I’ll keep my critique relatively short and then give you the lists themselves. Feel free to chime in below in the comments section with your favorite books from this year or your own critique of the lists.
My Problems with The Editors’ Picks
I have no idea who the “editors” actually are, but the fact that Barry Ritholtz‘s masterpiece Bailout Nation doesn’t appear anywhere in the Top Ten automatically disqualifies the list as a whole. Bailout Nation is quite simply the most comprehensive deconstruction of the biggest financial crisis in 70 years written by the one of the few guys in a position to actually write it, the perfect marriage of author and subject. Ritholtz blogged the bubble from the beginning, as a bear no less, and then called each fresh leg of the crisis, formulating an evolving opinion based on the numbers themselves, not the personalities involved. How they could have possibly ignored the best book on this era of capitalism is beyond comprehension.
Justin Fox (TIME) hits the top spot for his The Myth of the Rational Market, and while it was a good book, I don’t know if it is quite as essential.
The Bernanke book they included (In Fed We Trust) by David Wessel has so far escaped my reading of it, but when talking to people engaged in the crisis and its aftermath, it rarely comes up.
There were some notable omissions I’ll mention here as well.
Where is Lawrence McDonald‘s inside take on the fall of Lehman Brothers (A Colossal Failure of Common Sense)?
Charlie Gasparino‘s The Sellout and Andrew Ross Sorkin‘s Too Big To Fail probably don’t show up here because they just came out. Why is Amazon releasing its best of 2009 list in mid-November, you ask? Because they want people to buy stuff off the list for the holidays, they are a store, not a book review. If this came out in a month, both of those books would have appeared.
My Problems with The Customers’ Picks
Once again, the absence of Bailout Nation is shocking, but William Cohan‘s Bear Stearns cautionary tale House of Cards was a sensation when it came out and makes sense for the number one slot.
The head-scratchers here to me are:
Let’s start with typing chimpanzee Harry Dent and his The Great Depression Ahead. The George Costanza of Financial Prognostication does it again! Ten years after calling for Dow 36,000 at the peak of the last bull market, Dent accidentally calls the bottom by predicting a massive depression. Who the f%$# is reading this guy?
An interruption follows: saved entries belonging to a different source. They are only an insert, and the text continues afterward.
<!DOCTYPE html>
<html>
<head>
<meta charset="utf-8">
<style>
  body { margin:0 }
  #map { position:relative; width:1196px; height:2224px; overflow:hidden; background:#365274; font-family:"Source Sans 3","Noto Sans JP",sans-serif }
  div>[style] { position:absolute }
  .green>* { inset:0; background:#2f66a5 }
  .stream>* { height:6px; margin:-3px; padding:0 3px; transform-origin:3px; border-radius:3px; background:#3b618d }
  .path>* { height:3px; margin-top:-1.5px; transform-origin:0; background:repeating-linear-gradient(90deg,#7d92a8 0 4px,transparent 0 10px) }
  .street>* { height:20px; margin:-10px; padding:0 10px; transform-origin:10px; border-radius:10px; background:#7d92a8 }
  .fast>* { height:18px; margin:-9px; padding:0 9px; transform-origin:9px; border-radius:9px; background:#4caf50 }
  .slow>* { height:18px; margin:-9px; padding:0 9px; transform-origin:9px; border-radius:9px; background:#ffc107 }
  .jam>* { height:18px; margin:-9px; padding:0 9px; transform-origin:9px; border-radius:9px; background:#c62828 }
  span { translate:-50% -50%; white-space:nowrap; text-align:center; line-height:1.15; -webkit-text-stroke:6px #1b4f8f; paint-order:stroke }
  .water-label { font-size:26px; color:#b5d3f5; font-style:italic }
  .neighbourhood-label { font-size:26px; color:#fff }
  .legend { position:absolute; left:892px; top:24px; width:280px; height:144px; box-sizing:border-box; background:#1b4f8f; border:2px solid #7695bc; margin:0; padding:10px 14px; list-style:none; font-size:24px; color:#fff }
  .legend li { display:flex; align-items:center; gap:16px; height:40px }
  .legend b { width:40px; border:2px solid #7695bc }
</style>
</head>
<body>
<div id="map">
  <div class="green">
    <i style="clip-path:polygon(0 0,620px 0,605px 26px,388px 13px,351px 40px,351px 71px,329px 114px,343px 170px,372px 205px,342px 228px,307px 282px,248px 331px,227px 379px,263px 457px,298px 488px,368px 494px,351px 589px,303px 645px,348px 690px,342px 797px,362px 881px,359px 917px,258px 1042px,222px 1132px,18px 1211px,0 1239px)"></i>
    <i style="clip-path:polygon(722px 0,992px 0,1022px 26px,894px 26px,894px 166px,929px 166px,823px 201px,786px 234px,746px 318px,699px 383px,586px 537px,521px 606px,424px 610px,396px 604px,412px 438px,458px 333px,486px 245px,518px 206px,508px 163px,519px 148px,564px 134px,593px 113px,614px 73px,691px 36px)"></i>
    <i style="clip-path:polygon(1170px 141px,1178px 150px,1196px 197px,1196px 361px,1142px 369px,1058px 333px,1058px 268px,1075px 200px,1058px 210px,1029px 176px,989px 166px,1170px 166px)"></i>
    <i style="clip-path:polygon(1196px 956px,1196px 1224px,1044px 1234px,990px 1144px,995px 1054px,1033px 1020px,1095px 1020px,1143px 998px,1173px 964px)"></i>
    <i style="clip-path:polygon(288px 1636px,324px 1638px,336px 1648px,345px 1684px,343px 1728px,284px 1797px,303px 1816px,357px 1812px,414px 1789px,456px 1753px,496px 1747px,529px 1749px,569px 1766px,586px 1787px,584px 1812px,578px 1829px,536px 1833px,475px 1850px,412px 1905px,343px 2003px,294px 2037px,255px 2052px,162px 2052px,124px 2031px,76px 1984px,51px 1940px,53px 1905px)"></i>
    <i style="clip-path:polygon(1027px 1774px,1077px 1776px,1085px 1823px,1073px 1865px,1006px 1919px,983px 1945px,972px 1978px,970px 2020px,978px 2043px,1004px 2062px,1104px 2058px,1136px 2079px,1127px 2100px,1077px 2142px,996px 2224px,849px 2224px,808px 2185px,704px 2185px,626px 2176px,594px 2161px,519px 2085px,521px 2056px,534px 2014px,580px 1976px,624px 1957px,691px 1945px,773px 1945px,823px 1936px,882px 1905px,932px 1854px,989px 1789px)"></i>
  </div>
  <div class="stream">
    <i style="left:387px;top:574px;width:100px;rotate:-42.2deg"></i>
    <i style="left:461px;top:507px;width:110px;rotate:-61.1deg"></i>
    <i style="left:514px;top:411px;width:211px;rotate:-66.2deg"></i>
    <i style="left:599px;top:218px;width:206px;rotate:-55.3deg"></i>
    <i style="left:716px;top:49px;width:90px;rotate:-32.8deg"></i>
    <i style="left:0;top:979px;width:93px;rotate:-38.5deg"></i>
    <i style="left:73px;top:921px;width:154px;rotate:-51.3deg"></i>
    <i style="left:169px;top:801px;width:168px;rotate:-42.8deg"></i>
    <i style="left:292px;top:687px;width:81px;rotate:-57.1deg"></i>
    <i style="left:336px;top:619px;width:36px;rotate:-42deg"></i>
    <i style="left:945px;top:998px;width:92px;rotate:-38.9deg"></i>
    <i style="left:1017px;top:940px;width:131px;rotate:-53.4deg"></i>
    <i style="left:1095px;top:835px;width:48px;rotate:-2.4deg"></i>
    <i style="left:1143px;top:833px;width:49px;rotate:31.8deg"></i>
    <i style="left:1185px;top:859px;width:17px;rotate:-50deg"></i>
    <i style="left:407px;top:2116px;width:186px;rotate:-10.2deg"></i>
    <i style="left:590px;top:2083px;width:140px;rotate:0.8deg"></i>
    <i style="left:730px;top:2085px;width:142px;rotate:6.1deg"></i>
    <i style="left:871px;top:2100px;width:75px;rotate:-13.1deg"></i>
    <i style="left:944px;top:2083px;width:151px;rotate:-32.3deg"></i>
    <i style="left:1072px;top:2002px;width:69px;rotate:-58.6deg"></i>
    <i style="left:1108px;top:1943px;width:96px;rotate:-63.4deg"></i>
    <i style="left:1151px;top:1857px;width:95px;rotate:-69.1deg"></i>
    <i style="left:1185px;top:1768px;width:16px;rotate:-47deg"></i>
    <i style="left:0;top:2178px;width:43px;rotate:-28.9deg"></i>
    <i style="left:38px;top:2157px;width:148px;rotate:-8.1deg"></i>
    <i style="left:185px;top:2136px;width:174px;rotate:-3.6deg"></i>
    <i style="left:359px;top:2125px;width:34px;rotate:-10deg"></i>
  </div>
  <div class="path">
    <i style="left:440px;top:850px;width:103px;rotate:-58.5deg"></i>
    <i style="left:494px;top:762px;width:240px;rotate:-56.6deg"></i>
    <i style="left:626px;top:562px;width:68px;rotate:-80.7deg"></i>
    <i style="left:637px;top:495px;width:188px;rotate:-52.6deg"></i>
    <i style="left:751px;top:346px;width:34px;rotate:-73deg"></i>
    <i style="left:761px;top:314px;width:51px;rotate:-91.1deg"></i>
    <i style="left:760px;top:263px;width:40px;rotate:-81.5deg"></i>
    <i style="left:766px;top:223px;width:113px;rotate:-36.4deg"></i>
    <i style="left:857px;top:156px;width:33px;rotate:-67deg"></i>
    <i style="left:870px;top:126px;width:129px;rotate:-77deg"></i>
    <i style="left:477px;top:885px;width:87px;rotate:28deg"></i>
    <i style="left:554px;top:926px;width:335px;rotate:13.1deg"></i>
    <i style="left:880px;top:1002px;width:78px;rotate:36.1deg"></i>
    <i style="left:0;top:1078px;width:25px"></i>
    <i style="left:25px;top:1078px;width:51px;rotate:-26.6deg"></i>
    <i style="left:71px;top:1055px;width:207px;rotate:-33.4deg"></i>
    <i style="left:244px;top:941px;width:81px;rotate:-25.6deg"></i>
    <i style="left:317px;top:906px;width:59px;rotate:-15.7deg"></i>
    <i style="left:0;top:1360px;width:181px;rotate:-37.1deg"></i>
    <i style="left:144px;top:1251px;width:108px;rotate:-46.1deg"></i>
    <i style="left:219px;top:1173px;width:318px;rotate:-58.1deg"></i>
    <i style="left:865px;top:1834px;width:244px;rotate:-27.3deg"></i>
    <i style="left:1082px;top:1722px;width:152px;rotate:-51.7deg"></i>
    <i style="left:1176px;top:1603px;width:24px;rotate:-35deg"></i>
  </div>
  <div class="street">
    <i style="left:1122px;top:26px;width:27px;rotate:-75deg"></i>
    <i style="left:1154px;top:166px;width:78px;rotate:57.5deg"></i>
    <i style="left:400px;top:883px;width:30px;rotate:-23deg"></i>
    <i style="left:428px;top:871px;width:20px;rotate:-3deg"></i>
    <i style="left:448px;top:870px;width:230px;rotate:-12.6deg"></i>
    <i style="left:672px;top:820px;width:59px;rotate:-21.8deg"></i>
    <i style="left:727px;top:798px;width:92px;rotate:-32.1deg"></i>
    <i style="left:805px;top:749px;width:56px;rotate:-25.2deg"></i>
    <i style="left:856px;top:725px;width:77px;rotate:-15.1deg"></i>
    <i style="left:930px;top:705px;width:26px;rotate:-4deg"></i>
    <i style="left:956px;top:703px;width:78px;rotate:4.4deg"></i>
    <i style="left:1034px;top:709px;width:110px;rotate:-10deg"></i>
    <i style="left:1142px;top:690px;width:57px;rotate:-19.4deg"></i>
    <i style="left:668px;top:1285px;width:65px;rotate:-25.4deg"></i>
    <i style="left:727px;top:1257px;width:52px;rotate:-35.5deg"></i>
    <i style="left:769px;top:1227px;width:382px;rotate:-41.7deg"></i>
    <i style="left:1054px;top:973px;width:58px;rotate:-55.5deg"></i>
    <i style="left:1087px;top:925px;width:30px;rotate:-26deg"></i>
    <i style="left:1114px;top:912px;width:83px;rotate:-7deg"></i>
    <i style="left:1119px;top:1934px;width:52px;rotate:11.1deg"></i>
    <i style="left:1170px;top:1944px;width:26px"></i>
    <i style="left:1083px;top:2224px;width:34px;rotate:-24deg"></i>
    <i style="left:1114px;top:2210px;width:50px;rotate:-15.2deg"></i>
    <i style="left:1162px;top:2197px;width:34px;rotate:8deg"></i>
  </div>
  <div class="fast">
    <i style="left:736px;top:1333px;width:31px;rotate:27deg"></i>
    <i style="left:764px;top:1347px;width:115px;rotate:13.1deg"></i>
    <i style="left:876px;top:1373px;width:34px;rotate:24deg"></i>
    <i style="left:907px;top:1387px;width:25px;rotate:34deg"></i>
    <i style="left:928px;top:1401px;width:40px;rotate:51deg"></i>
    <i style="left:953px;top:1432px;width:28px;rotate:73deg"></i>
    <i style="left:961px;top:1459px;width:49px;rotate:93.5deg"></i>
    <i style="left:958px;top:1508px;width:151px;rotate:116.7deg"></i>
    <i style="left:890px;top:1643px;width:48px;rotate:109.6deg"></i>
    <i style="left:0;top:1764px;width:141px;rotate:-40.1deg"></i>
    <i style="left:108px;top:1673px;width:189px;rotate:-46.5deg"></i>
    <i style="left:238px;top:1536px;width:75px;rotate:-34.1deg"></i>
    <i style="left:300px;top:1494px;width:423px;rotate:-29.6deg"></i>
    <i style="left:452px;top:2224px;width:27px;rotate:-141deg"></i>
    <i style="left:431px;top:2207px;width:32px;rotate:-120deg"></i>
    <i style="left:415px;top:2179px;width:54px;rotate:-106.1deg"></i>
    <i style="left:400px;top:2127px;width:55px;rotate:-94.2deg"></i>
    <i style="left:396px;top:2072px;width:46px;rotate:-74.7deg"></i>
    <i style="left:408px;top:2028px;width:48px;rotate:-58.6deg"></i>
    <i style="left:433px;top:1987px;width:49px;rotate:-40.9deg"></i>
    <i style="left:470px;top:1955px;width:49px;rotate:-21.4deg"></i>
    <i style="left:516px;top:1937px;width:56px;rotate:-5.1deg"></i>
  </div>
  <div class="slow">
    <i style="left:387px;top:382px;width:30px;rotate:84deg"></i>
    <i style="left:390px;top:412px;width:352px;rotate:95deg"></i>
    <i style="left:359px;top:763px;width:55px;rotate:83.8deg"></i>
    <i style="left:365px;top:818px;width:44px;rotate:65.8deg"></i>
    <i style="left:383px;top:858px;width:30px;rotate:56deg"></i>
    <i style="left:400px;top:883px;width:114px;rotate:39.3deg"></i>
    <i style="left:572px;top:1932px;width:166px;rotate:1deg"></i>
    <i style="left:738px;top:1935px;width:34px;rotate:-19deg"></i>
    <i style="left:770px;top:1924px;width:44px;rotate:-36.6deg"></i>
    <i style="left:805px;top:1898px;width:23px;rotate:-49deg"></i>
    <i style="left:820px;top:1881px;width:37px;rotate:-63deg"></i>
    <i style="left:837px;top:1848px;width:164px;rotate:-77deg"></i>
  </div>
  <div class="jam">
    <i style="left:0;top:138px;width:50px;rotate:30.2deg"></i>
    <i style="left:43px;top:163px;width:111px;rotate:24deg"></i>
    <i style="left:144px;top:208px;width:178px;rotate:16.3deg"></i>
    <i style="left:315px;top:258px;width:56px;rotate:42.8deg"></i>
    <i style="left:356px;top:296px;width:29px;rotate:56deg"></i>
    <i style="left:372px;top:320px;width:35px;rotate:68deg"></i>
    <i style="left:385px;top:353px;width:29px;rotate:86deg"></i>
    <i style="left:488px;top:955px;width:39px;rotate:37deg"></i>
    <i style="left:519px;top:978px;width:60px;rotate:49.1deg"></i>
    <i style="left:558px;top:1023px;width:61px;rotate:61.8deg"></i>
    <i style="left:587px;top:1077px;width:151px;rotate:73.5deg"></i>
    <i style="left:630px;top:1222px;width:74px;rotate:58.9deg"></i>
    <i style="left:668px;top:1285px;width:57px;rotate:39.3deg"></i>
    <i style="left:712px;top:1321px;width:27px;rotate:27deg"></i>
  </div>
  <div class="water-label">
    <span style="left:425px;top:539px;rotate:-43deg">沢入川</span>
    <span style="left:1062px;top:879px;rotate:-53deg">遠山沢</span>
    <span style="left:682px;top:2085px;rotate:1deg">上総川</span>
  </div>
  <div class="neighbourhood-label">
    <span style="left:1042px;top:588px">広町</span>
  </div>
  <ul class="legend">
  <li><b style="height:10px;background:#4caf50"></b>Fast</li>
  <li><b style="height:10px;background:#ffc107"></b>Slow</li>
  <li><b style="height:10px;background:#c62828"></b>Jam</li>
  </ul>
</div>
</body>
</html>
If I managed a hedge fund, I would hire him full-time to make market calls and then I’d reflexively go the other way, leveraged to the hilt. Schmuck.
The latest Suze Orman screed whereby perennially irresponsible people are told that there is a way out (there isn’t if you spend money borrowed from a credit card buying a luxury RV).
The Ultimate Depression Survival Guide: Just look at the ultra-ironic date of publish – April 9 2009 – almost to the minute of global equity and credit markets having bottomed out! Nice timing!
Of course, who could forget I Will Teach You To Be Rich, which should come with a free glass of cold water thrown in the purchaser’s face right at the register. I guess this made the list because Kiyosaki (Rich Dad Poor Dad) had the year off.
The sad part is that these are the books people actually bought! No wonder the country faces an uphill and everlasting battle against financial illiteracy.